### ABOUT THIS EXERCISE
If a line in the data below holds the word "Norman", copy it.

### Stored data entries

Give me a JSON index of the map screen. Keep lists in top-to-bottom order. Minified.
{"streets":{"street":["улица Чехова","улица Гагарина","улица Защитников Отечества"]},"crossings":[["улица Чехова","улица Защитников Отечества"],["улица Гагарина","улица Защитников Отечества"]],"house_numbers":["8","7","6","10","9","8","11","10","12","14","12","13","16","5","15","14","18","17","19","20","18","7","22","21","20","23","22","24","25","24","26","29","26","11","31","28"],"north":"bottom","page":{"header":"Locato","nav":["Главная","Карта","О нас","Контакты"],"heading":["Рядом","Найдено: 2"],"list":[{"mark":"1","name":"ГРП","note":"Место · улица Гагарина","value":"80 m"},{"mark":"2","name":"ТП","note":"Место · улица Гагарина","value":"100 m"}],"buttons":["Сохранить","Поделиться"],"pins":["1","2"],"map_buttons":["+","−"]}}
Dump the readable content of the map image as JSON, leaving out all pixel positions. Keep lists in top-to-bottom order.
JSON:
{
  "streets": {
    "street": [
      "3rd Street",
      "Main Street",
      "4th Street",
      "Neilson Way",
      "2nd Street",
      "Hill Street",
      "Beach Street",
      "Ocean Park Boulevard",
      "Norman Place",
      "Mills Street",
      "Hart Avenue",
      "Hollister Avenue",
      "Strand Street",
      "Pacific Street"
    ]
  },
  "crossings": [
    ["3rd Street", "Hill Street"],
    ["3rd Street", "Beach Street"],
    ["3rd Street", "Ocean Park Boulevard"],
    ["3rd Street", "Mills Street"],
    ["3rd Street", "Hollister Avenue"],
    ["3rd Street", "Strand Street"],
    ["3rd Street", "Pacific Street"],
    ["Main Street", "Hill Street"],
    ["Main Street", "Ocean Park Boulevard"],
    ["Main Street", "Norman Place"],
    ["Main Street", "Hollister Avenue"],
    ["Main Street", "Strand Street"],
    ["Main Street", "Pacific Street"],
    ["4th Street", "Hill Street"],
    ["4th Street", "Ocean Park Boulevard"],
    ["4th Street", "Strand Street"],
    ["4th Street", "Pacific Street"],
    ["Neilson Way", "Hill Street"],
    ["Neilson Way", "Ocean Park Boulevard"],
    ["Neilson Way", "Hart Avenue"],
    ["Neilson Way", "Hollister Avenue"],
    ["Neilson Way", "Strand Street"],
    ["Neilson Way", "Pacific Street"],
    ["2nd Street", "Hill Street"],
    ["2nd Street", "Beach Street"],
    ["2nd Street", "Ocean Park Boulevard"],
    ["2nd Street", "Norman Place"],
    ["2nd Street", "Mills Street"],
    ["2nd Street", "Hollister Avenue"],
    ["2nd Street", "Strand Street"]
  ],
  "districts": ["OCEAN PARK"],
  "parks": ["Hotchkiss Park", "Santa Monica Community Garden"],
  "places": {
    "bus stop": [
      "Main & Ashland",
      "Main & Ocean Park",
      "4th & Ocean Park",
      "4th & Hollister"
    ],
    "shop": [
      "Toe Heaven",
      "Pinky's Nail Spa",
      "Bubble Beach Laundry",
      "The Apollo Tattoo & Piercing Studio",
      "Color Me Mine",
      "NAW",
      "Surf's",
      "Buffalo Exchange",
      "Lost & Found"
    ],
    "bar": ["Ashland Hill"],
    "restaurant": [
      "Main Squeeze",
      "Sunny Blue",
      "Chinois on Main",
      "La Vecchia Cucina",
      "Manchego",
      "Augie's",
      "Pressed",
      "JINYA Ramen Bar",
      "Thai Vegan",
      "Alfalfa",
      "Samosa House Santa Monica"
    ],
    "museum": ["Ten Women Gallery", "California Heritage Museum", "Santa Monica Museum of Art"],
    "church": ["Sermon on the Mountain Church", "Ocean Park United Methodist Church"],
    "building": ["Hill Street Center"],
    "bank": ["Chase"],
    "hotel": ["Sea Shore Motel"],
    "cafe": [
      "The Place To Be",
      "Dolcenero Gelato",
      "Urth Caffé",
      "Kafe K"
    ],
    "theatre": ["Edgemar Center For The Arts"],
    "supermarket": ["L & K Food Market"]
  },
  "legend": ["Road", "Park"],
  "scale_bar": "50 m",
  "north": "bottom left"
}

### ANSWER FOR THIS EXERCISE
      "Norman Place",
    ["Main Street", "Norman Place"],
    ["2nd Street", "Norman Place"],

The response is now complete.